Naira Faces Pressure as OPEC+ Raises Output by 411,000 Barrels Daily
Samuel Mobolaji
The naira may come under renewed pressure as the Organisation of the Petroleum Exporting Countries and its allies (OPEC+) announced a production increase of 411,000 barrels per day for July 2025, raising concerns over potential declines in oil prices—Nigeria’s key foreign exchange earner.
The decision was made during a virtual meeting on Saturday involving eight OPEC+ member countries—Saudi Arabia, Russia, Iraq, the UAE, Kuwait, Kazakhstan, Algeria, and Oman—who reviewed global oil market dynamics and agreed to continue with their phased supply restoration strategy.
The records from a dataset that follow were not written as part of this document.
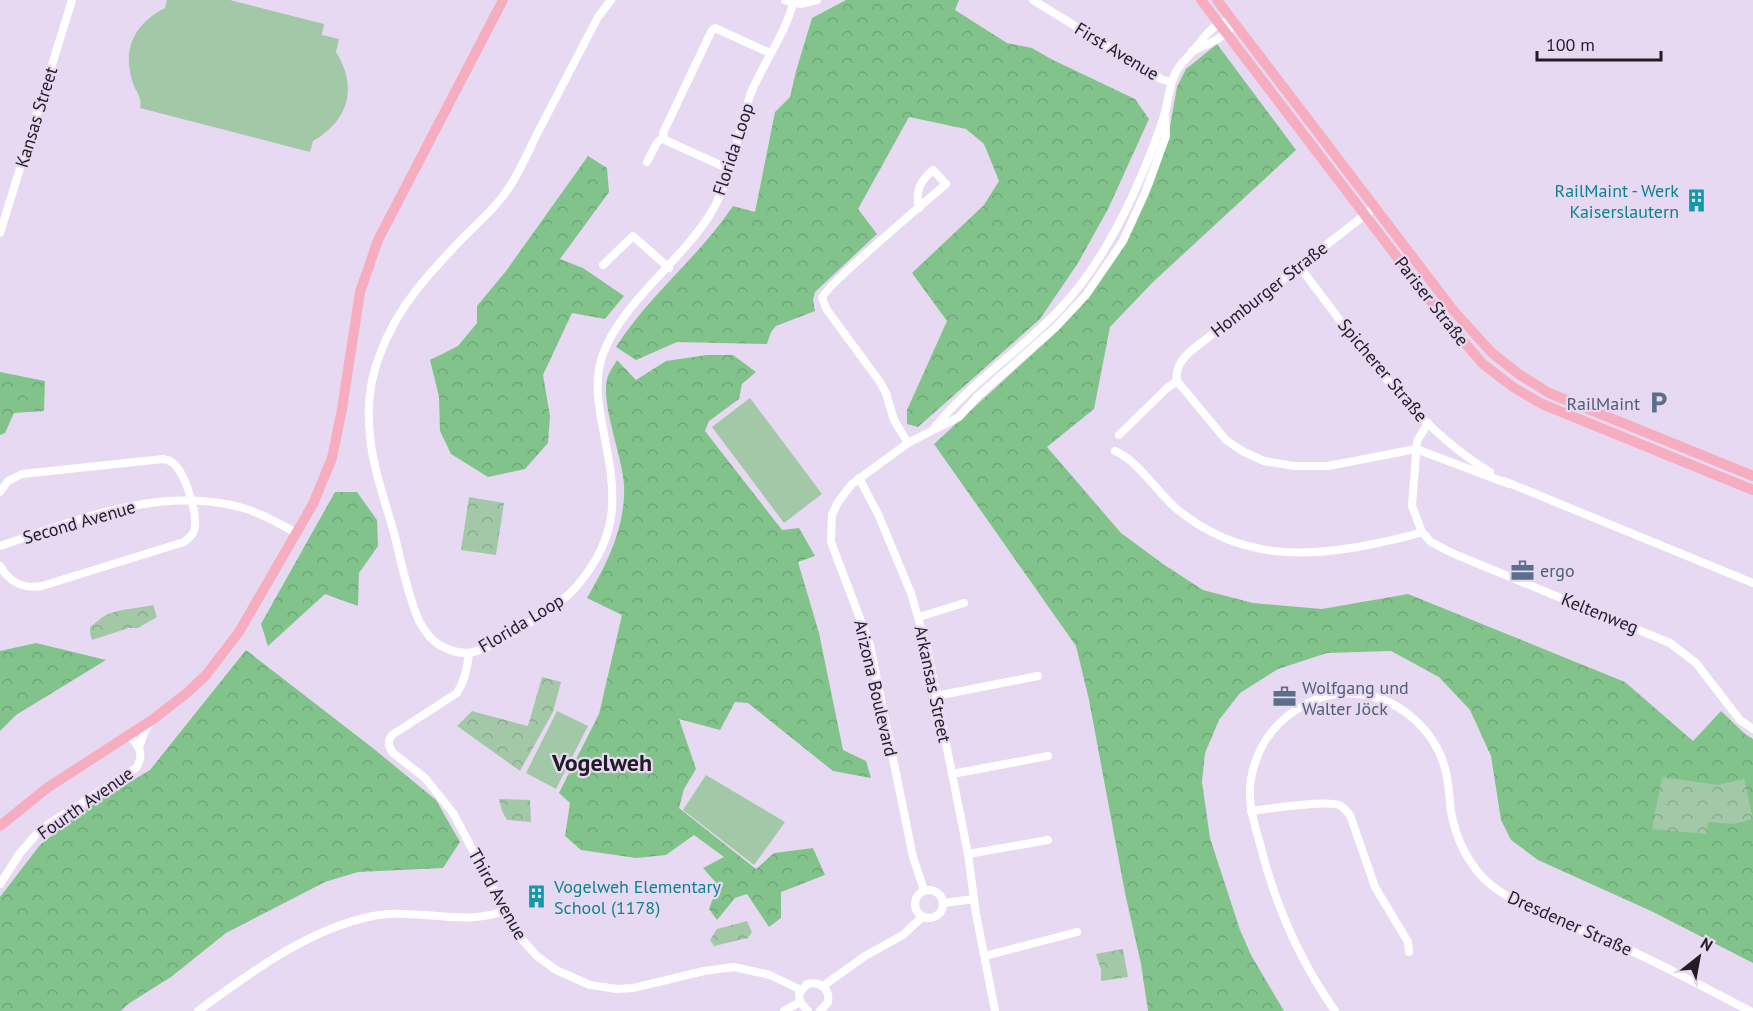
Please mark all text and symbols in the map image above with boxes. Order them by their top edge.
street label: First Avenue [1071,17,1163,85]
scale bar [1537,24,1662,62]
text: 100 m [1546,33,1595,56]
street label: Kansas Street [10,64,62,170]
street label: Florida Loop [707,100,759,198]
place label: RailMaint - Werk Kaiserslautern [1555,179,1679,223]
building icon: RailMaint - Werk Kaiserslautern [1684,187,1710,213]
street label: Homburger Straße [1206,236,1332,342]
street label: Pariser Straße [1390,252,1474,350]
street label: Spicherer Straße [1333,314,1433,426]
parking icon: RailMaint [1645,390,1671,416]
place label: RailMaint [1567,392,1640,415]
street label: Second Avenue [20,495,138,549]
office icon: ergo [1509,557,1535,583]
place label: ergo [1540,559,1575,582]
street label: Keltenweg [1558,587,1642,639]
street label: Florida Loop [474,588,568,658]
street label: Arizona Boulevard [849,617,903,759]
street label: Arkansas Street [909,623,957,745]
place label: Wolfgang und Walter Jöck [1302,676,1409,720]
office icon: Wolfgang und Walter Jöck [1271,684,1297,710]
district label: Vogelweh [551,747,652,778]
street label: Fourth Avenue [33,762,137,844]
street label: Third Avenue [463,844,533,944]
place label: Vogelweh Elementary School (1178) [553,875,722,919]
building icon: Vogelweh Elementary School (1178) [523,883,549,909]
street label: Dresdener Straße [1504,885,1636,961]
north arrow [1669,927,1729,987]
text: N [1697,933,1716,955]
For Nigeria, the implications are far-reaching. An increase in global oil supply without a matching rise in demand typically triggers price drops, threatening government revenue and currency stability. The naira, which currently trades around N1,580–N1,590/$1 officially and N1,620/$1 on the parallel market, could weaken further amid growing fiscal and foreign exchange challenges.
OPEC+ had previously cut production by over five million barrels per day to stabilise the market, but recent adjustments reflect a shift toward cautious output recovery. The group said the latest quota hike was consistent with its earlier decision in December 2024 to begin a gradual return of 2.2 million barrels per day of voluntary cuts.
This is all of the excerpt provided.